## Dataset excerpts
::::
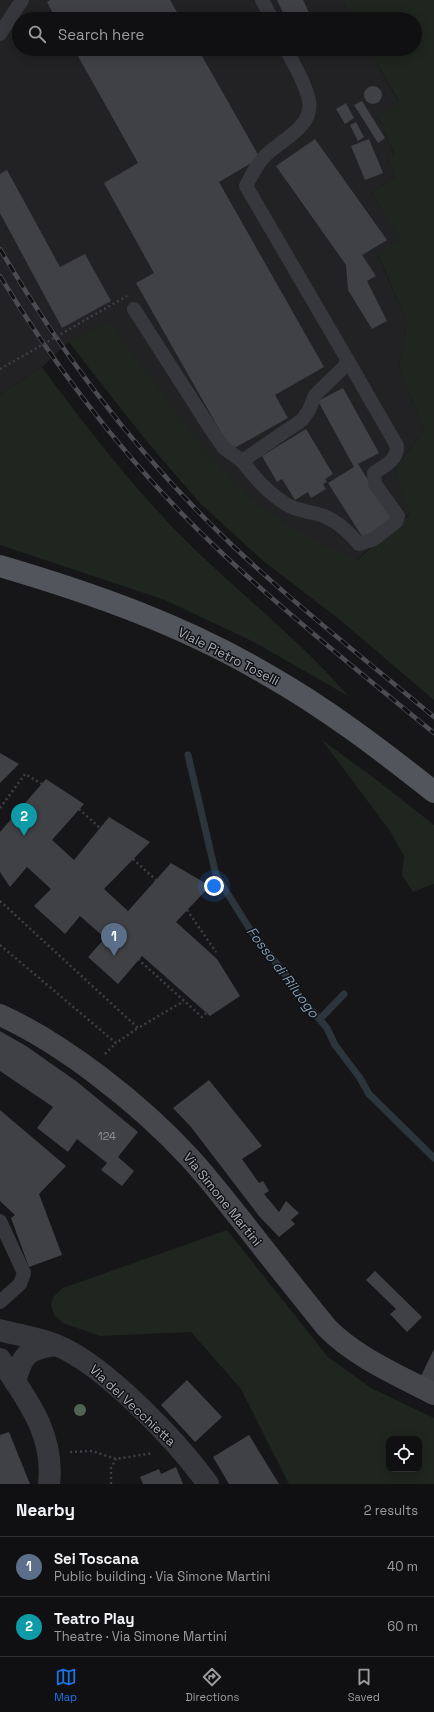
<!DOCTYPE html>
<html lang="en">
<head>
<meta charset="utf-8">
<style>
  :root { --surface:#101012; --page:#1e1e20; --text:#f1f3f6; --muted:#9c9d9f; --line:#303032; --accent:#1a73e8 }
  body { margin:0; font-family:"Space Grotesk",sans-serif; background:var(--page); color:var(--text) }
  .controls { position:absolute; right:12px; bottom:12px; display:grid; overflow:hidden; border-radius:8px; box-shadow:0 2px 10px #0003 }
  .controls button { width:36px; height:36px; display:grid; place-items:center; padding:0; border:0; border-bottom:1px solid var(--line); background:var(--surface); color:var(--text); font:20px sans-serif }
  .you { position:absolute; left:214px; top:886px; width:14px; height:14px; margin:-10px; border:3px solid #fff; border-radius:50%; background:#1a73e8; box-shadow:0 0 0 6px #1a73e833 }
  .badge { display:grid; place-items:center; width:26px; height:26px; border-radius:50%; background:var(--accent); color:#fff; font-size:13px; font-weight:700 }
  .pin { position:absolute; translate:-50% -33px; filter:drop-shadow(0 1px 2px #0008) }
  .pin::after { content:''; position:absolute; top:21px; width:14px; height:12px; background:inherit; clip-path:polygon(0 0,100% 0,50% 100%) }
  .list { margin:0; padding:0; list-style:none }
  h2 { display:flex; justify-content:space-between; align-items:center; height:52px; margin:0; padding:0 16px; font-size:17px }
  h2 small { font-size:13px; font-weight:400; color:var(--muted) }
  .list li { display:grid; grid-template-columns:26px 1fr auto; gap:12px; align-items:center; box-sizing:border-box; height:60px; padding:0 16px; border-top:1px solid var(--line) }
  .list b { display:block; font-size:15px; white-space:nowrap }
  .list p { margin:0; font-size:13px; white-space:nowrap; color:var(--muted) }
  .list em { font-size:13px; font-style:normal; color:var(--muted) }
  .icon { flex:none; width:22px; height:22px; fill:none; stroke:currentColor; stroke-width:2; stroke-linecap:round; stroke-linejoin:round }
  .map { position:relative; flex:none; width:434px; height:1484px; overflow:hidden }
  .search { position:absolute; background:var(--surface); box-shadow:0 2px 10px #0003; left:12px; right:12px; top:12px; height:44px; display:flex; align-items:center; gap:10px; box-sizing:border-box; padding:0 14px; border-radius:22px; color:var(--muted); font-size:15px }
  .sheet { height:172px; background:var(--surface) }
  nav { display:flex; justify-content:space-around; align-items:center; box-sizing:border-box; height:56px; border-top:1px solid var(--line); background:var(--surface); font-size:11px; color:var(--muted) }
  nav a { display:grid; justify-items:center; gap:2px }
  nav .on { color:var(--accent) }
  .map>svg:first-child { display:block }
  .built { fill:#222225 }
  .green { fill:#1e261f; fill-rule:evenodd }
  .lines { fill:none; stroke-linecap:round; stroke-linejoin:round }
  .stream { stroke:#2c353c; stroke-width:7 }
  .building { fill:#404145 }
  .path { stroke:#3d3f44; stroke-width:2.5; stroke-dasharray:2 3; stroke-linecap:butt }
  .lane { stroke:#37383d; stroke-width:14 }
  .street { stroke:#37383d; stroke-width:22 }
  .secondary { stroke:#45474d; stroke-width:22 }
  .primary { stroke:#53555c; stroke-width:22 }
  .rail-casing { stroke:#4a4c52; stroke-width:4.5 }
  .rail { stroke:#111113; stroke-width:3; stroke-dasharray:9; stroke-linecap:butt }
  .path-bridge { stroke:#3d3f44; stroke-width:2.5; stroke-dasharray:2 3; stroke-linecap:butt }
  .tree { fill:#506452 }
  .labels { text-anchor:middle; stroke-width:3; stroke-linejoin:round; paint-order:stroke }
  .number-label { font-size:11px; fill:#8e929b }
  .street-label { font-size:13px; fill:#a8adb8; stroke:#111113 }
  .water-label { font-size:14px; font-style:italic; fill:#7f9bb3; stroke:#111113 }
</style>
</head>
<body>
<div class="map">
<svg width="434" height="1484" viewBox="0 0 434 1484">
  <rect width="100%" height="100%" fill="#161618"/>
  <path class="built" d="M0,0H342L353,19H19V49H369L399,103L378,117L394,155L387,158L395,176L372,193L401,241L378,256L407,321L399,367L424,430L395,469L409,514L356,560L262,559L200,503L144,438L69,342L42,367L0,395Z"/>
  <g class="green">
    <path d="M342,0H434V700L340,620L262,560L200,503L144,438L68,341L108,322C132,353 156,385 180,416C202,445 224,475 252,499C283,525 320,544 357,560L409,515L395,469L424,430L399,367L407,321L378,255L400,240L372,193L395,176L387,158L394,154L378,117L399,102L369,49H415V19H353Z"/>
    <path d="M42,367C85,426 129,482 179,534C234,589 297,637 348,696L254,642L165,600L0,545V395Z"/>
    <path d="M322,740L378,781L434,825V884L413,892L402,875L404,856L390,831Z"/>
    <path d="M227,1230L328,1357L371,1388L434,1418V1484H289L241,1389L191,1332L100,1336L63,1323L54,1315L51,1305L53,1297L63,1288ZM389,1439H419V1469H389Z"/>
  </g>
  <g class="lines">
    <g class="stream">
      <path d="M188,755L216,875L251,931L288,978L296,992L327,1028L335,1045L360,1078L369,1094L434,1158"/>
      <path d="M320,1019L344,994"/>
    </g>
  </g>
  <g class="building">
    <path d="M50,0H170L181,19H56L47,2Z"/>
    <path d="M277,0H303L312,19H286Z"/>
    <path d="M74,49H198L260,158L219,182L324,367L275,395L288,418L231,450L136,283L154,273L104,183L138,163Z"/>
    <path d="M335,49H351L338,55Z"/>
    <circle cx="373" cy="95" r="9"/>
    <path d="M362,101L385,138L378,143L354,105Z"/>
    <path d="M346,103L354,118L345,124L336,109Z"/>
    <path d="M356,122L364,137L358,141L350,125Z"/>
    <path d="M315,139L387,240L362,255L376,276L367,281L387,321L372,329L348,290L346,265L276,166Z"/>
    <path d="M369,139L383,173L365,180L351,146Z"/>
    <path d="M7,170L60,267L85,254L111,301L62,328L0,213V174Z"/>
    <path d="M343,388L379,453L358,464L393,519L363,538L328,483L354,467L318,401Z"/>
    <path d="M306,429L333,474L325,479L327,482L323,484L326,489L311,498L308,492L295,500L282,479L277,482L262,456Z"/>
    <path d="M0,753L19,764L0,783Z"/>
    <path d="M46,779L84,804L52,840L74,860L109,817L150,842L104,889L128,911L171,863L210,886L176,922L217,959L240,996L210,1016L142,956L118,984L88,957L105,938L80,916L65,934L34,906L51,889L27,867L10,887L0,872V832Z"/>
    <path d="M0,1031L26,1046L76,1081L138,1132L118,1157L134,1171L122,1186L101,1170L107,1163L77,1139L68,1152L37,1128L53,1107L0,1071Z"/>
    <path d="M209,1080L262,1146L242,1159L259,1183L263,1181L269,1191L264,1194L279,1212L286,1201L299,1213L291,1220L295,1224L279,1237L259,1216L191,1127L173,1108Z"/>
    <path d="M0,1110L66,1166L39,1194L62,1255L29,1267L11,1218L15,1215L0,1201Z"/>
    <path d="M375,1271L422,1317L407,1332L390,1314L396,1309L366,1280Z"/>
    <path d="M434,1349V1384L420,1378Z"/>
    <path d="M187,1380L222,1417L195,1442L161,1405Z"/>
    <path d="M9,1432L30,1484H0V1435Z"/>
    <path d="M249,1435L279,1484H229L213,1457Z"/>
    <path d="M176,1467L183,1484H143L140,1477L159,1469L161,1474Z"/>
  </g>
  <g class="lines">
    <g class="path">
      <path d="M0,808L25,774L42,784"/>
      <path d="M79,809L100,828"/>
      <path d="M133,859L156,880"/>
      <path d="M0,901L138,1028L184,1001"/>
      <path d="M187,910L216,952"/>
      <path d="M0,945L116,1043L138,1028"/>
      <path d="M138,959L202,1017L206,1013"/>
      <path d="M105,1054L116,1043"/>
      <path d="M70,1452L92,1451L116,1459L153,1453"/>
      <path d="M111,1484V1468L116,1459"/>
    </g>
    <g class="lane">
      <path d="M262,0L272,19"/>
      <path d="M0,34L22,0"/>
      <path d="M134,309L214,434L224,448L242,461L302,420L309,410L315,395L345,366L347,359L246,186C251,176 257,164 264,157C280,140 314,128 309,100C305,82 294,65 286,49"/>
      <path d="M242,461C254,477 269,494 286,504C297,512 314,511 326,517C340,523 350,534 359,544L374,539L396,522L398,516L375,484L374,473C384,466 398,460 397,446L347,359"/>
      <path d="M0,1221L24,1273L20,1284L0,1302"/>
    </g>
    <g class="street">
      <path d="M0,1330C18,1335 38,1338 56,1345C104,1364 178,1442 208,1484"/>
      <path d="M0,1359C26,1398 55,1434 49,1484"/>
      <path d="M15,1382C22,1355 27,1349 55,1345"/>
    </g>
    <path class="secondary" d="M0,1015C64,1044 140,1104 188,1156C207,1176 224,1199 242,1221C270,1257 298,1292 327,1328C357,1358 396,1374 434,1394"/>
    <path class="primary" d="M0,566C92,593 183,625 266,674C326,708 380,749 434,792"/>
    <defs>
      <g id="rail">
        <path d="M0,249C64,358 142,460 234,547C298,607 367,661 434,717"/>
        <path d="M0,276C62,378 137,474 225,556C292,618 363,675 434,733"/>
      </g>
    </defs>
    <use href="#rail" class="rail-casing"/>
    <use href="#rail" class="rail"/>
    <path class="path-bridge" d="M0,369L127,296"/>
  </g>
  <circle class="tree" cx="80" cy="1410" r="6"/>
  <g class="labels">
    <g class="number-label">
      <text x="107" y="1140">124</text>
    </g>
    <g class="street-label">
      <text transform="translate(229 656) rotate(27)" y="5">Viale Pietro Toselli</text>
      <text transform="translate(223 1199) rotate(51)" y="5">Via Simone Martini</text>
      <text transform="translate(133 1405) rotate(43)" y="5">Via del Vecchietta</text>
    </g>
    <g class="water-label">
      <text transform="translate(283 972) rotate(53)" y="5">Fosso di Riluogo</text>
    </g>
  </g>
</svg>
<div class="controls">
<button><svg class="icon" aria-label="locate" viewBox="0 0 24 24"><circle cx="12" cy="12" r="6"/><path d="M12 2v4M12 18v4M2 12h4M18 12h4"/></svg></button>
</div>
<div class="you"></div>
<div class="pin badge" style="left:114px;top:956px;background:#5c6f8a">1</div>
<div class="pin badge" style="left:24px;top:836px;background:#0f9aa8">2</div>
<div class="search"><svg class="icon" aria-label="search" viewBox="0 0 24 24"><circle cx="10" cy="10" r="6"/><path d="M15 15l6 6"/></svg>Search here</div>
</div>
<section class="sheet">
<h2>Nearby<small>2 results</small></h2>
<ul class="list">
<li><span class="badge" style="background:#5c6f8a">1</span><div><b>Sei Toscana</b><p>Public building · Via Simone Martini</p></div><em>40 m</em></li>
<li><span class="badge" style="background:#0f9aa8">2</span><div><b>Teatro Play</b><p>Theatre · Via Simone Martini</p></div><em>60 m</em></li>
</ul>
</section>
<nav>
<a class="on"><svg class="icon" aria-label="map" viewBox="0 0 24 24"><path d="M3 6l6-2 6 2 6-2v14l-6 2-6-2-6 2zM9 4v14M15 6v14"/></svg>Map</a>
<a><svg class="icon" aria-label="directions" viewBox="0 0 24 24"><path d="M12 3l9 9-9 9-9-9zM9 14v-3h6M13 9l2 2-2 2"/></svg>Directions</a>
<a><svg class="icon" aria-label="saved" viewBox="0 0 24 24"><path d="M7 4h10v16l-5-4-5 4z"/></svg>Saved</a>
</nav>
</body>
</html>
::::
## Work item
Filter the records above and return every line that holds the word "bottom".

## Solution to this exercise
  .controls { position:absolute; right:12px; bottom:12px; display:grid; overflow:hidden; border-radius:8px; box-shadow:0 2px 10px #0003 }
  .controls button { width:36px; height:36px; display:grid; place-items:center; padding:0; border:0; border-bottom:1px solid var(--line); background:var(--surface); color:var(--text); font:20px sans-serif }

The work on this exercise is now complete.